At least for this bride-to-be, planning a wedding is not all it's cracked up to be. Given the family dynamics, budget worries, and blood, sweat, and tears it has taken to find reasonable vendors who understand our vision, the whole fiasco been a much more stressful process than I could have ever imagined. That's something Hollywood sure doesn't tell you in rom-coms. And if you start to feel bogged down by all the minute, painstaking details of the day, you better believe it can be a challenge to keep romance alive with your partner.
Thankfully, there are measures you can take to keep the peace and prevent a relationship meltdown on your way down the aisle ...
- Make sure to establish solid ground rules from the get-go. You may have your heart set on a hometown bonanza, while he wants a destination fete. You may be thinking your parents can contribute to the bottom line, while he wants to try to avoid getting any financial help. The best way to shoot for smooth sailing is to hammer these issues out from the start ... (Although, that doesn't ensure disagreements about this very things won't still arise.)
- Don't push him to handle the details he couldn't care less about. It may sound old-school, but some grooms just want to stay on the sidelines 'til the Big Day. If he's not really feelin' writing a braggy bio for the wedding website or doesn't have any opinion on boutonnieres vs. pocket squares, don't press him. It's okay to make an executive decision, then move on.
- Be cool with being The Bride. We hear about bridezillas all the time, but I've known more brides who have an issue taking charge and find themselves walked all over by family and friends. Worst case scenario: This can lead to resentment and, in turn, conflict. But by getting more comfy with asserting yourself, you can keep things firing on all cylinders with the wedding -- and healthy communication with your fiance.
- Try not to live with your in-laws. Yeah, it may be tempting for you and your finace to shack up with your honey's parents or your parents in order to save some cash for the wedding -- or a downpayment. Plenty of couples do it ... but it's bound to create nothing but TROUBLE. Trust me on this one!
- Don't go to town criticizing his parents/family when they overstep their bounds. Obviously, you're going to have to vent at some point, but there's definitely a time and a place, and you gotta know when to put a lid on it, because sooner or later, it'll lead to ...
- Don't get too defensive when he criticizes your parents/family. He's probably making a valid point, which you've got to acknowledge … But then, you gotta do your best to resolve the issue asap -- while avoiding more finger-pointing.
- Try not to let the wedding take over your lives. Some days it may seem impossible, because the Wedding Beast has cravings: contracts to be signed, vendors to be interviewed, dresses to try on, stores to register in, etc. But it's best to make sure you carve out time together in which you completely avoid wedding business. Or designate a specific time/day to handle a few to-dos at once.

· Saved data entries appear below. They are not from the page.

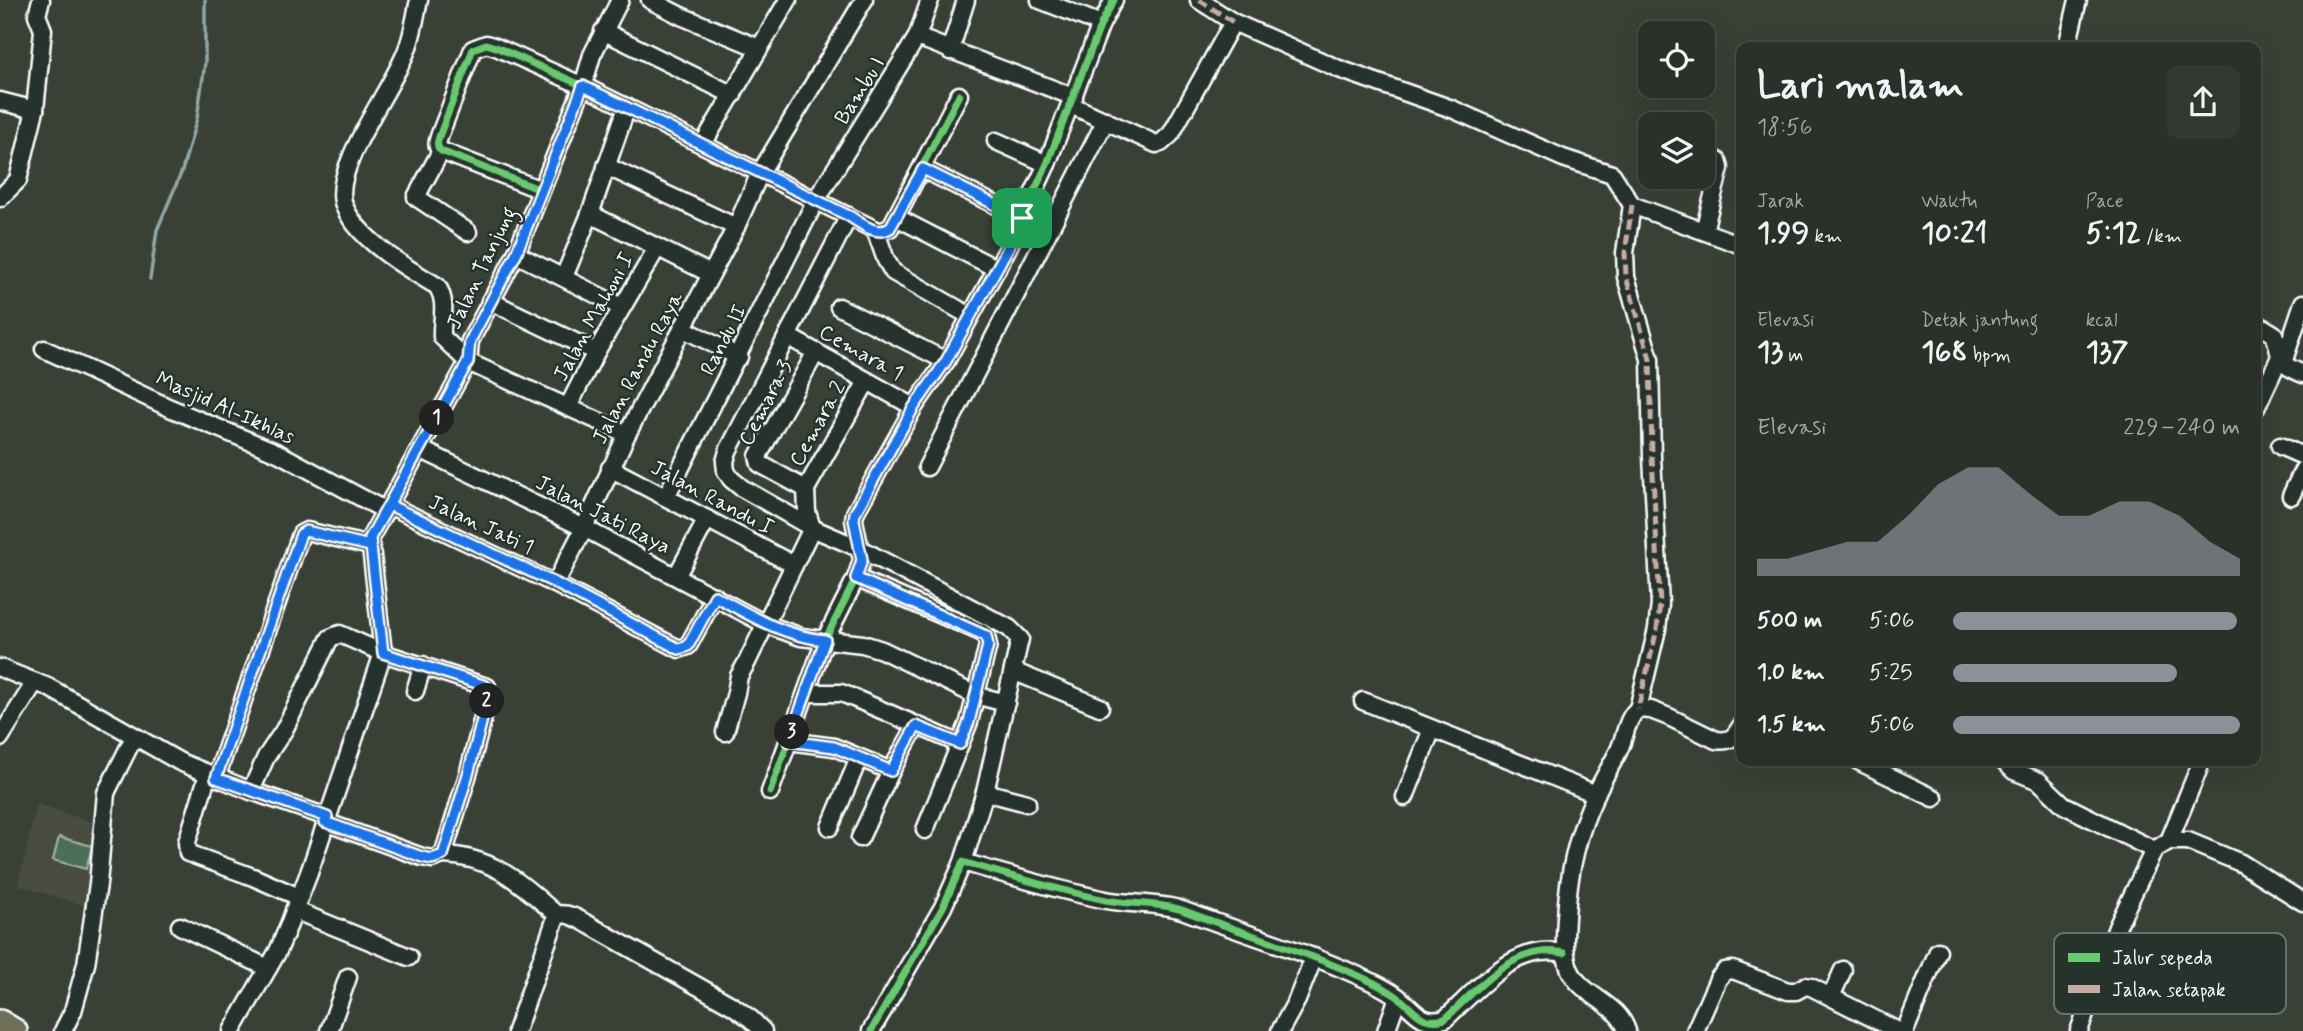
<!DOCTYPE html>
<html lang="id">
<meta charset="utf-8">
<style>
:root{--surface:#2b3028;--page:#333830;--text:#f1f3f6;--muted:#a6a9a8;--line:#474b45;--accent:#8c9099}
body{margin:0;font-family:Mynerve,sans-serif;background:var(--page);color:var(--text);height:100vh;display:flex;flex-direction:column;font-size:26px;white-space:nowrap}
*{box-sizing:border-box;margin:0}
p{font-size:23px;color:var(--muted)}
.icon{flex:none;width:38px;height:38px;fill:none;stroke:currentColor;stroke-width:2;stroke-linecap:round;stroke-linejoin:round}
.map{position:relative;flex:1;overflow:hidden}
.panel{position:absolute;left:1736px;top:42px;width:525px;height:724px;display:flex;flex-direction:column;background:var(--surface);border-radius:14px;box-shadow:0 7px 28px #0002,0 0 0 2px var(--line)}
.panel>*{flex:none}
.buttons{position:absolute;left:1638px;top:21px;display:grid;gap:14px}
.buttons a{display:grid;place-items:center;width:77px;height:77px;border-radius:14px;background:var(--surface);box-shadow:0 7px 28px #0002,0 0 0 2px var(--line);font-size:35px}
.pin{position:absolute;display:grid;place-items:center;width:60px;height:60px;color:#fff;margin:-30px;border-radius:14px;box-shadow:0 4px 10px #0006}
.km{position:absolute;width:35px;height:35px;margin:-18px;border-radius:50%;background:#222;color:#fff;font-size:19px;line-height:35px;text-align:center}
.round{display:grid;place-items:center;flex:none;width:74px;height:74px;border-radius:14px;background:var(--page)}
.headline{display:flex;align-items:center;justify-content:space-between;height:119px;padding:0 21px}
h1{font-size:38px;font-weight:800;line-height:52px}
.figures{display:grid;grid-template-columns:repeat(3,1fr);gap:10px;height:119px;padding:7px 21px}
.figures div{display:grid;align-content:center}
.figures b{font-size:30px;font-weight:800}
.figures small{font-size:19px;font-weight:400}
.figures p{font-size:19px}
.chart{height:196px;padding:14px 21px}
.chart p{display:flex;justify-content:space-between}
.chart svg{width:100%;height:126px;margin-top:7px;fill:var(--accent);opacity:.7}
ul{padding:0 21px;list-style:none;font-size:23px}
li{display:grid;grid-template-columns:112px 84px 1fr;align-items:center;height:52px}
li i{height:18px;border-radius:9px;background:var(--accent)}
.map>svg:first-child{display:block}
.built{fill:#4a4d41}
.green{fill:#4d6e59;stroke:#a6b6ac;stroke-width:2}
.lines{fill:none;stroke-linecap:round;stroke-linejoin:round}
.stream{stroke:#91a7a7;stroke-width:3.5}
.minor-casing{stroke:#fff;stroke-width:21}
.highway-casing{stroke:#fff;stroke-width:28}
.minor{stroke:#26332d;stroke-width:16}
.highway{stroke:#706f59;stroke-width:23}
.quiet{stroke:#c7aca2;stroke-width:5;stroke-dasharray:10 5;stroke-linecap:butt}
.cycleway-casing{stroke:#26332d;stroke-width:11}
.cycleway{stroke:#67ca6e;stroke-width:7}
.route-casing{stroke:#fff;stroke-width:14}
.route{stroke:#1a73e8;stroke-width:9}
.labels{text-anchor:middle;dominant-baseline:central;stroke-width:5;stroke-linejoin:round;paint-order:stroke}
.street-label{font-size:21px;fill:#fff;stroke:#26332d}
.key{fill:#26332d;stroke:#67706c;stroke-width:2}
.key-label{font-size:19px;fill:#fff}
</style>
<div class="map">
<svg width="2303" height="1031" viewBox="0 0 2303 1031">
<rect width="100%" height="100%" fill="#394036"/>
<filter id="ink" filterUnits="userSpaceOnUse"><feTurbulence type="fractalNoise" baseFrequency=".0143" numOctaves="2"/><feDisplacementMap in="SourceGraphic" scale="14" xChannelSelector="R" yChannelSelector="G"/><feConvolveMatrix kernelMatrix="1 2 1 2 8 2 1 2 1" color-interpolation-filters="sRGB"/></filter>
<g filter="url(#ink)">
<polygon class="built" points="37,804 97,824 88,907 18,885"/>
<polygon class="green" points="59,837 92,846 86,869 53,860"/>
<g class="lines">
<polyline class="stream" points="150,279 157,230 182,171 197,118 205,63 205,0"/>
<defs>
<g id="minor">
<path d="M419 0C415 17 413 36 406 52 392 89 334 165 343 202 353 237 408 269 437 286 448 302 441 320 442 337L468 362 627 434"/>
<polyline points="650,0 681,16 759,48"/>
<polyline points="1040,0 1101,24"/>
<polyline points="1199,0 1233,22 1339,69 1452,109 1563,158 1612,174 1632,205 1741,245"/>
<polyline points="603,31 733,95"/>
<polyline points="917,37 1074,97"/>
<polyline points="2067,47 2078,0"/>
<polyline points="950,51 966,0"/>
<polyline points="0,101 35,110 18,180 0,198"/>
<polyline points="1071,105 1156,144 1161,143 1171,134 1233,22"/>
<polyline points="35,110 43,30 37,15 41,0"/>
<polyline points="996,141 1047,164"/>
<polyline points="703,144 788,0"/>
<polyline points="441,151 416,197 468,232"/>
<polyline points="1703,154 1718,161 1720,168 1704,231"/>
<polyline points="606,166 736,227"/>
<polyline points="923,169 1022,218"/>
<path d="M541 190 441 151C435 145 438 141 440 134L473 49 486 44 496 47 583 86 880 232 890 228 896 217 959 95"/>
<polyline points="1632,205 1625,253 1626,277 1650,359 1652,457 1660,604 1657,629 1638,709"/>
<polyline points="590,214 711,274"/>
<polyline points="849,216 728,451 725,462 726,471 731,479 742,488 812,528 861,549 1009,628 1020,639 985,792 1027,803"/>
<polyline points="896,217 997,269"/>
<polyline points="876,232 886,260 893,272 970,316"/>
<polyline points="516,254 621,307"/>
<polyline points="564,277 590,214 627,107"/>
<polyline points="490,301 596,352"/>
<polyline points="839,307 946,361"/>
<path d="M2256 323 2274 334C2284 359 2272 361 2303 374"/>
<polyline points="682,328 739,357"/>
<polyline points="787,336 914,407"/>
<polyline points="44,349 170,408 278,453 386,511"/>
<polyline points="468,362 470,341 516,254 583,86 592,55 620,0"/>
<polyline points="2283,363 2303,303"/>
<polyline points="568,407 596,352 657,248"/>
<polyline points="2256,408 2279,359"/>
<polyline points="2280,446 2303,456"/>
<polyline points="420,449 584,528 765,624 801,637 863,644 882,650 975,695 1006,703"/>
<polyline points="927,467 1106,120"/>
<polyline points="610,468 794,565"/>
<polyline points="806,489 760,464 758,456 816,352"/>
<polyline points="2291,496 2303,470"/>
<polyline points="666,497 816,200 917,37 930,0"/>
<polyline points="389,505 555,584 679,649 688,646 715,596"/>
<polyline points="677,575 707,519"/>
<polyline points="856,578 981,632 986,636 988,645 969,722 925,830"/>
<polyline points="555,584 584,528 627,434 736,227 760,173 864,0"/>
<polyline points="0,668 48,687 180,762 251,791 327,817"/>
<polyline points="1013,671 1100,707"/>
<polyline points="415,691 423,665"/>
<polyline points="806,693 841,693 849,696 960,744"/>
<polyline points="1363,701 1596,794"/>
<polyline points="725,732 736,693 739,676 747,662 812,528 807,512 806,489 867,381"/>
<polyline points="0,738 35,682"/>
<polyline points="789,741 834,747 891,771"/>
<polyline points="1858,761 1934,798"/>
<polyline points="2004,761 2014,771 2039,781 2064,805 2154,850"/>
<polyline points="208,774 187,842 188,853 253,877 299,897"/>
<polyline points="216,778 301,534 307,531 370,546"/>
<polyline points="251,791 266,757 284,730 330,638 340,634 383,653 487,687 488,698 469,771 443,855 432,859 422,857 325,822"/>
<polyline points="770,792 825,640 856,578 862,560 854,520 855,513 914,407 946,361 1008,248 1047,164 1101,24 1114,0"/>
<polyline points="1405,797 1432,729"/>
<polyline points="830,827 859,758"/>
<polyline points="860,838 891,771 916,726"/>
<polyline points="2169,841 2199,768"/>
<path d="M443 855C495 857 520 883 557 915"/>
<polyline points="963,862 985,792"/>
<polyline points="294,910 409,957"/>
<polyline points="180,926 268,968"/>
<polyline points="1831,997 1843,970"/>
<polyline points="63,1031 73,1011 86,964 98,884 106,793 134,737"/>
<polyline points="232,1031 278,951 288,927 309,873 383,653 370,538 468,362"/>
<polyline points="329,1031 348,977"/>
<path d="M516 1031 557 915C569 912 580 920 591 926L733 1006 751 1019 763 1031"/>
<path d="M871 1031 943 907 963 862C1010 876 1058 890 1106 900 1131 905 1158 902 1182 910 1245 934 1311 953 1372 982 1380 986 1388 990 1395 995 1414 1008 1419 1026 1445 1019 1478 989 1515 942 1564 953"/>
<polyline points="1280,1031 1297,1000 1314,957"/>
<polyline points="1386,1031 1398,997"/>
<path d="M1627 1031C1618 1002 1582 997 1570 970 1563 953 1565 936 1566 918 1568 875 1577 833 1596 794 1602 780 1611 766 1618 752 1625 739 1626 718 1638 709L1651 710 1669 717 1716 740C1730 742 1734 738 1741 726"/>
<polyline points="1695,1031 1718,979 1725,971 1733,970 1788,991 1796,991 1805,986 1811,987 1898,1031"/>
<polyline points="1905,1031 1938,951"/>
<polyline points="2079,1031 2117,927 2154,850 2169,841 2188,841 2241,863 2303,902"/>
</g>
<polyline id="highway" points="0,1022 15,1031"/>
</defs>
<use href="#minor" class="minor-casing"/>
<use href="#highway" class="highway-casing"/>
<use href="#minor" class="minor"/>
<use href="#highway" class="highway"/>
<g class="quiet">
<polyline points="1199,0 1233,22"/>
<polyline points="1632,205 1625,253 1626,277 1650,359 1652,457 1660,604 1657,629 1638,709"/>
<polyline points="270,616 303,532 307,531 370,546"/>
</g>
<defs>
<g id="cycleway">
<path d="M541 190 441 151C435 145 438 141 440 134L473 49 486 44 496 47 583 86 880 232 890 228 896 217 959 95"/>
<polyline points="770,792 825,640 856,578 862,560 854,520 855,513 914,407 946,361 1008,248 1047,164 1101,24 1114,0"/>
<path d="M871 1031 943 907 963 862C1010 876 1058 890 1106 900 1131 905 1158 902 1182 910 1245 934 1311 953 1372 982 1380 986 1388 990 1395 995 1414 1008 1419 1026 1445 1019 1478 989 1515 942 1564 953"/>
</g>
</defs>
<use href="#cycleway" class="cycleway-casing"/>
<use href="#cycleway" class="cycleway"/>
</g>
</g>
<g class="lines" filter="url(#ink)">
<defs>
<path id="route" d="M1022 218 923 169 890 228C876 237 861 223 849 216L583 86 516 254 470 341 468 362 370 538V546L306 531 301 534 216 778 327 817 325 822 422 857 432 859 443 855 469 771 489 692 487 687 483 685 383 653 370 538 389 505 555 583 679 649 688 646 715 596C751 616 784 636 825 640L789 741 834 747 891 771 916 726 960 744 969 722 988 645 986 636 856 578 862 560 854 520 855 513 914 407 946 361 1008 248 1022 218"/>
</defs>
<use href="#route" class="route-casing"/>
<use href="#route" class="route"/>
</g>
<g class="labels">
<g class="street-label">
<text transform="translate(860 91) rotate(-58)">Bambu I</text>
<text transform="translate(482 268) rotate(-64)">Jalan Tanjung</text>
<text transform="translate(594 317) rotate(-61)">Jalan Mahoni I</text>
<text transform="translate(724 340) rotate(-63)">Randu II</text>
<text transform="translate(861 353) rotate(29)">Cemara 1</text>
<text transform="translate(638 368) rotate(-62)">Jalan Randu Raya</text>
<text transform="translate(766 403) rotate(-63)">Cemara 3</text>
<text transform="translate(225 408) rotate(24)">Masjid Al-Ikhlas</text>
<text transform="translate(818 424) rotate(-61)">Cemara 2</text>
<text transform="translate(712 498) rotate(28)">Jalan Randu I</text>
<text transform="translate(603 515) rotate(27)">Jalan Jati Raya</text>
<text transform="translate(481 525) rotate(25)">Jalan Jati 1</text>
</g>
</g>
<rect x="2054" y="933" width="232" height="81" rx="10" class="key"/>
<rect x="2068" y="953" width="32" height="9" fill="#67ca6e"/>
<rect x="2068" y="985" width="32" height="8" fill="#c7aca2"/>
<g class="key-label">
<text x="2112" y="964">Jalur sepeda</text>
<text x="2112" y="996">Jalan setapak</text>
</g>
</svg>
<div class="buttons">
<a><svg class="icon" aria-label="locate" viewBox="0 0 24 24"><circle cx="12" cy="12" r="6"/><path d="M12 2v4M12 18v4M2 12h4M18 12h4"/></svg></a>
<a><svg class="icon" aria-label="layers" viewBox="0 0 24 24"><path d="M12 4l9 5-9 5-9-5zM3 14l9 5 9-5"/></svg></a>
</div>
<div class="pin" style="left:1022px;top:218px;background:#1e9e55"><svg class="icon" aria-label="arrive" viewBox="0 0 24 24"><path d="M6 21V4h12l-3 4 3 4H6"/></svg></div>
<b class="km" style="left:437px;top:418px">1</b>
<b class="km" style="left:487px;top:701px">2</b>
<b class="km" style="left:792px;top:732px">3</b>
<section class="panel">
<div class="headline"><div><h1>Lari malam</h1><p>18:56</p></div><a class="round"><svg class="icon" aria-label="share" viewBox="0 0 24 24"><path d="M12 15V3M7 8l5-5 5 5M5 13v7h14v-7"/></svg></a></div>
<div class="figures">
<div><p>Jarak</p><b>1.99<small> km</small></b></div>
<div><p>Waktu</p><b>10:21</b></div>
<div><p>Pace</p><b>5:12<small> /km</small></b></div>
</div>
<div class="figures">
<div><p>Elevasi</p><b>13<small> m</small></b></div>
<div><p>Detak jantung</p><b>168<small> bpm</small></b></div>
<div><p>kcal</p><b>137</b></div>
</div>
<div class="chart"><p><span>Elevasi</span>229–240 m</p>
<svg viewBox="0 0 160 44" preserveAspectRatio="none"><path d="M0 44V38L10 38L20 35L30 32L40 32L50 23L60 12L70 6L80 6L90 15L100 23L110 23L120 18L130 18L140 23L150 32L160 38V44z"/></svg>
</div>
<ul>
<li><b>500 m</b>5:06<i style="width:99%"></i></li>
<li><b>1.0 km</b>5:25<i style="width:78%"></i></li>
<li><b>1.5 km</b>5:06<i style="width:100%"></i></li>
</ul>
</section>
</div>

- Feel free to yell, scream, cry, throw your hands up in disgust, etc. We're brainwashed to think the whole wedding planning process is going to be blissful from the time he puts a ring on it to the moment you become husband and wife. But it's not. And repressing any anxiety, anger, annoyance, etc. won't do any relationship any favors. Better to be open and honest with your partner before the Big Day. And besides, it's good practice ... After all, whoever said a lifetime with another person would be conflict-free?
How did you/would you avoid killing the romance while planning your wedding? What's the biggest hurdle you and your fiance faced during the process?